__EXTRACTED MATERIAL__
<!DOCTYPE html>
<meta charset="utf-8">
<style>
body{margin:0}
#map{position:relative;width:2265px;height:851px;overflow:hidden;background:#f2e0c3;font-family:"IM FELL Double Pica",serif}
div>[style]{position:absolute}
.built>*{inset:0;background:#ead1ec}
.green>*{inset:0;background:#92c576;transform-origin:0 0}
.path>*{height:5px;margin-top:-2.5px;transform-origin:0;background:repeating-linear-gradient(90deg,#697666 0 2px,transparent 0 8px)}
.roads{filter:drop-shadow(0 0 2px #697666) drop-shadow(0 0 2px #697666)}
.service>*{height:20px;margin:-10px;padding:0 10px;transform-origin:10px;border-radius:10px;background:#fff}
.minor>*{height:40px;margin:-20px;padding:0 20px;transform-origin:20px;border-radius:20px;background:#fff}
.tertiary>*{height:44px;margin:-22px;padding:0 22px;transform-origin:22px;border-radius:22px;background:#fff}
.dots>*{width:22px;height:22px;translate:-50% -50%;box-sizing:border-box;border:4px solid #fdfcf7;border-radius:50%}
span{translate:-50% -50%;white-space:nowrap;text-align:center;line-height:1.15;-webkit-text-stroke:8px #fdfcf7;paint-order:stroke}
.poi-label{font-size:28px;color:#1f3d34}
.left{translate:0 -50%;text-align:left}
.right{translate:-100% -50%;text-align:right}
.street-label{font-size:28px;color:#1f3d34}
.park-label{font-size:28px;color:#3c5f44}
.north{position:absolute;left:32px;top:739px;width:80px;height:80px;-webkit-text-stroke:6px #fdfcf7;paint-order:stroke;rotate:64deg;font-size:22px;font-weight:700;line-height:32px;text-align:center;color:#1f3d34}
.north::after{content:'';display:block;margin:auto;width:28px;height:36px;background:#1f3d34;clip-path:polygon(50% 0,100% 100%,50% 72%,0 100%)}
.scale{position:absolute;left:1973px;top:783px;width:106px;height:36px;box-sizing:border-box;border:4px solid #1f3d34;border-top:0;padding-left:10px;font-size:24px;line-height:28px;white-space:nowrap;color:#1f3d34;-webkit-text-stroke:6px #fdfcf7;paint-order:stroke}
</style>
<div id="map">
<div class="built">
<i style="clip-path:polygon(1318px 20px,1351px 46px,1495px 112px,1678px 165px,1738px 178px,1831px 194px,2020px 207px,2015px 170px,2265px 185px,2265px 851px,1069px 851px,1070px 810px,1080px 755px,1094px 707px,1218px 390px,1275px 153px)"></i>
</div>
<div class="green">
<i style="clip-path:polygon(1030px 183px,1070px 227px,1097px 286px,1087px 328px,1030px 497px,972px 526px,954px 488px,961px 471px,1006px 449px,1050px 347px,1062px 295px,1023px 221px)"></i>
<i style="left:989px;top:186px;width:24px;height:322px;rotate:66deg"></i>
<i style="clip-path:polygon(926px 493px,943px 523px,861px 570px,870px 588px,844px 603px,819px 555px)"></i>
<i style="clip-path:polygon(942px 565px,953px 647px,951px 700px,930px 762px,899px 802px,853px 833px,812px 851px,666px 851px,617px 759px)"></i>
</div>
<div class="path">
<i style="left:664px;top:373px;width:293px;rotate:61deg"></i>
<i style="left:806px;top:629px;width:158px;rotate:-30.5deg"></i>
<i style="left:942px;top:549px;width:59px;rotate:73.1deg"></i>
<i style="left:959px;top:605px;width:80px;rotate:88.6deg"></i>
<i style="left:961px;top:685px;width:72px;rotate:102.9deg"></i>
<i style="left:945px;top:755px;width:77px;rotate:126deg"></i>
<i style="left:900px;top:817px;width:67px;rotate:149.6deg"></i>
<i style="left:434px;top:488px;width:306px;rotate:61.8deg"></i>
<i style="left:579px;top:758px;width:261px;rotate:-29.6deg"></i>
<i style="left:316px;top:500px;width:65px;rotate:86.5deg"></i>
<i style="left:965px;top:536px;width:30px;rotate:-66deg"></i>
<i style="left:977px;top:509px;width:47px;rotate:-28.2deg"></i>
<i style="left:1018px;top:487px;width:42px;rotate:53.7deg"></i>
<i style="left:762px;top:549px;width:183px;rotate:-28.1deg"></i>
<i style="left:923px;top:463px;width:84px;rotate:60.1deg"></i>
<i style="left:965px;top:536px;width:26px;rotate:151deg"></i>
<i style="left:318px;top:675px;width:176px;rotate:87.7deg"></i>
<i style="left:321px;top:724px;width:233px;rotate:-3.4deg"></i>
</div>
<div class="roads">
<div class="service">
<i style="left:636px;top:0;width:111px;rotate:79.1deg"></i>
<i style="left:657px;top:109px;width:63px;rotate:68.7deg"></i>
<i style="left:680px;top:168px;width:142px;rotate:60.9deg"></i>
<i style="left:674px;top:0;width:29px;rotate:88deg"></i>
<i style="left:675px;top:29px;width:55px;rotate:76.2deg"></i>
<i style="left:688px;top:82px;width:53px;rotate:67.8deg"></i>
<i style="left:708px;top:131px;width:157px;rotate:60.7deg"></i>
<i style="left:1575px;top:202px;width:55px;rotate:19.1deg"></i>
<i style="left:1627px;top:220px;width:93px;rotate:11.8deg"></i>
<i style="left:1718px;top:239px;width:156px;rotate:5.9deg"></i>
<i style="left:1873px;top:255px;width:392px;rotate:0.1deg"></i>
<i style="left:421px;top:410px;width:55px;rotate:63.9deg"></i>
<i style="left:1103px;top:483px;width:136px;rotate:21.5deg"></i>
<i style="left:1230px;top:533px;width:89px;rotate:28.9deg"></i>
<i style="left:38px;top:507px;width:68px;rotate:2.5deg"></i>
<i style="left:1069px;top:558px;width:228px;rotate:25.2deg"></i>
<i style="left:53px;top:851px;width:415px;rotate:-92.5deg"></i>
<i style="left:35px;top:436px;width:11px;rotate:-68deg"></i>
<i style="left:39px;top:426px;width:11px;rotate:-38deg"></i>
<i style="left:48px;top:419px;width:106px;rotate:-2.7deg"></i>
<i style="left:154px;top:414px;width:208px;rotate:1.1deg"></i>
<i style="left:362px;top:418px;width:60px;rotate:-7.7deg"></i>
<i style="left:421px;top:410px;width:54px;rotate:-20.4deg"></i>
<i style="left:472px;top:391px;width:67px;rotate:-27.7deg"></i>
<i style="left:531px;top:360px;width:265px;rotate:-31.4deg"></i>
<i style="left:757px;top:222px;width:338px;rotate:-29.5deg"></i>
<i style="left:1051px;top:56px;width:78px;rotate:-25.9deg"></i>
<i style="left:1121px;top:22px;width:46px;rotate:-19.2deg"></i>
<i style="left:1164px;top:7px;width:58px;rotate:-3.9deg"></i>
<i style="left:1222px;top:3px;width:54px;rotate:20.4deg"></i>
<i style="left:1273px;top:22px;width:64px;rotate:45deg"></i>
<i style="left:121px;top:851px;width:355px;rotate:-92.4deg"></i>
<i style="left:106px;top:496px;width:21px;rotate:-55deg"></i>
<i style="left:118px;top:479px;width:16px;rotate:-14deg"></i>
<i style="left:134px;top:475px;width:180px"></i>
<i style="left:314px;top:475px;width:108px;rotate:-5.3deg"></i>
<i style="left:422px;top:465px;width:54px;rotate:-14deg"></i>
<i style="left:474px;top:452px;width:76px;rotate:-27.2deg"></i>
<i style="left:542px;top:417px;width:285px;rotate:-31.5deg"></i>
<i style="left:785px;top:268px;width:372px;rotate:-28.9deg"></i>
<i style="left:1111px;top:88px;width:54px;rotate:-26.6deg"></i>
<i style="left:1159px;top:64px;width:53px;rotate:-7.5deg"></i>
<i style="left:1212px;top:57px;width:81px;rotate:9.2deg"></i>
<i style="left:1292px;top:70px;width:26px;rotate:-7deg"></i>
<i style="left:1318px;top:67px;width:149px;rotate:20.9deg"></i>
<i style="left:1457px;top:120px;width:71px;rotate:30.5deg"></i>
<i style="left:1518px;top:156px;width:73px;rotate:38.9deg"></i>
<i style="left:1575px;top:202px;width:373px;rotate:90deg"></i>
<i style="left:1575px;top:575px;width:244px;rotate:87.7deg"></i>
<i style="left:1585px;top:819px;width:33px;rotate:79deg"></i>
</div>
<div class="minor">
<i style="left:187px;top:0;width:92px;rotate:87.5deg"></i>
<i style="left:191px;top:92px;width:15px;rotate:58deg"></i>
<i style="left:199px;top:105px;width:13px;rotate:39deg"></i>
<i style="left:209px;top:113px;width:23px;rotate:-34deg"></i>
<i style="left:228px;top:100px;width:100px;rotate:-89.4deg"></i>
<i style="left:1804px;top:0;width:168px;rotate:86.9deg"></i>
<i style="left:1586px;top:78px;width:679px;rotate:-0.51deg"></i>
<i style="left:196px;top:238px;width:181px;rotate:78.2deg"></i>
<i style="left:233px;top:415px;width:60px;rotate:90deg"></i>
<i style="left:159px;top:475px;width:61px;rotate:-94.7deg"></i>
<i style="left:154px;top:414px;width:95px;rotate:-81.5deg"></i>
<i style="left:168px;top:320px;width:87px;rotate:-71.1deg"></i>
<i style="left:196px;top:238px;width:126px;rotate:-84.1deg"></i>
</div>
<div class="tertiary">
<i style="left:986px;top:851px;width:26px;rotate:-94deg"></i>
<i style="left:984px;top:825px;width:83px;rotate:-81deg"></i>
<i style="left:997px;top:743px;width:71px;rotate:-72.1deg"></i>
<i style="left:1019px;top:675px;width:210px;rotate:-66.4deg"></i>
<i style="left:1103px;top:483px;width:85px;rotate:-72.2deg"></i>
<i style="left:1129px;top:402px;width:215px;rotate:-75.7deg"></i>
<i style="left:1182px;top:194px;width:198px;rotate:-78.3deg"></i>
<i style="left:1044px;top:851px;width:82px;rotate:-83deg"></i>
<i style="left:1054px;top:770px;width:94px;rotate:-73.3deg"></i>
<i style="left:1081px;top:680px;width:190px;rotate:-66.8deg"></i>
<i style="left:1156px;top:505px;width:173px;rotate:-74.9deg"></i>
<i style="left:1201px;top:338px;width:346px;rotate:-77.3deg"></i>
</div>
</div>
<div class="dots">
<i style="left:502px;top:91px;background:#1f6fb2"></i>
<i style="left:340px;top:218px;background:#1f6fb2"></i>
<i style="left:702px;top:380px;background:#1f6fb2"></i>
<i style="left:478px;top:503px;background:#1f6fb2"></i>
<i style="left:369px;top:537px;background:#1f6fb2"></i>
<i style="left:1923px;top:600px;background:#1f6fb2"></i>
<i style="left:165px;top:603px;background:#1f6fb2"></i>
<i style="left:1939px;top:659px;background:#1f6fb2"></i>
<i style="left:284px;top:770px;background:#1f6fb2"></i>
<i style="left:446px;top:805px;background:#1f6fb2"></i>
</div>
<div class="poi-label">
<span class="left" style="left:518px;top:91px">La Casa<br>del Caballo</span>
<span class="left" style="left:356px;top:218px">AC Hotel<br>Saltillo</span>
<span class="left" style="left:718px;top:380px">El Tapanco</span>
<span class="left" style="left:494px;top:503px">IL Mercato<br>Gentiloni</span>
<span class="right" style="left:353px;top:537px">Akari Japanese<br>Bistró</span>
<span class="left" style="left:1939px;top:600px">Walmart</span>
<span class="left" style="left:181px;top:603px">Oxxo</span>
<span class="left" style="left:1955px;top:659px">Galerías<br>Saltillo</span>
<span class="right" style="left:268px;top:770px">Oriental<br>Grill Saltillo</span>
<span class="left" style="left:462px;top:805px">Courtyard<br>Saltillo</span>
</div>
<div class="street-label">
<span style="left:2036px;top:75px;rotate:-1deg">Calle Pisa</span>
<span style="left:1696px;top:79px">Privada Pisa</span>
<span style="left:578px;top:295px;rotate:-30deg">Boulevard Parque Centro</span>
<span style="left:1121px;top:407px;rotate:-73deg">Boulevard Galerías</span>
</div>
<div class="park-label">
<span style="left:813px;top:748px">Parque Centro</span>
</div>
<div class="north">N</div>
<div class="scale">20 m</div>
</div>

__TASK__
What is the number of lines in this material that hold the string "green"? Answer with that number only.

__RESPONSE TO THIS TASK__
2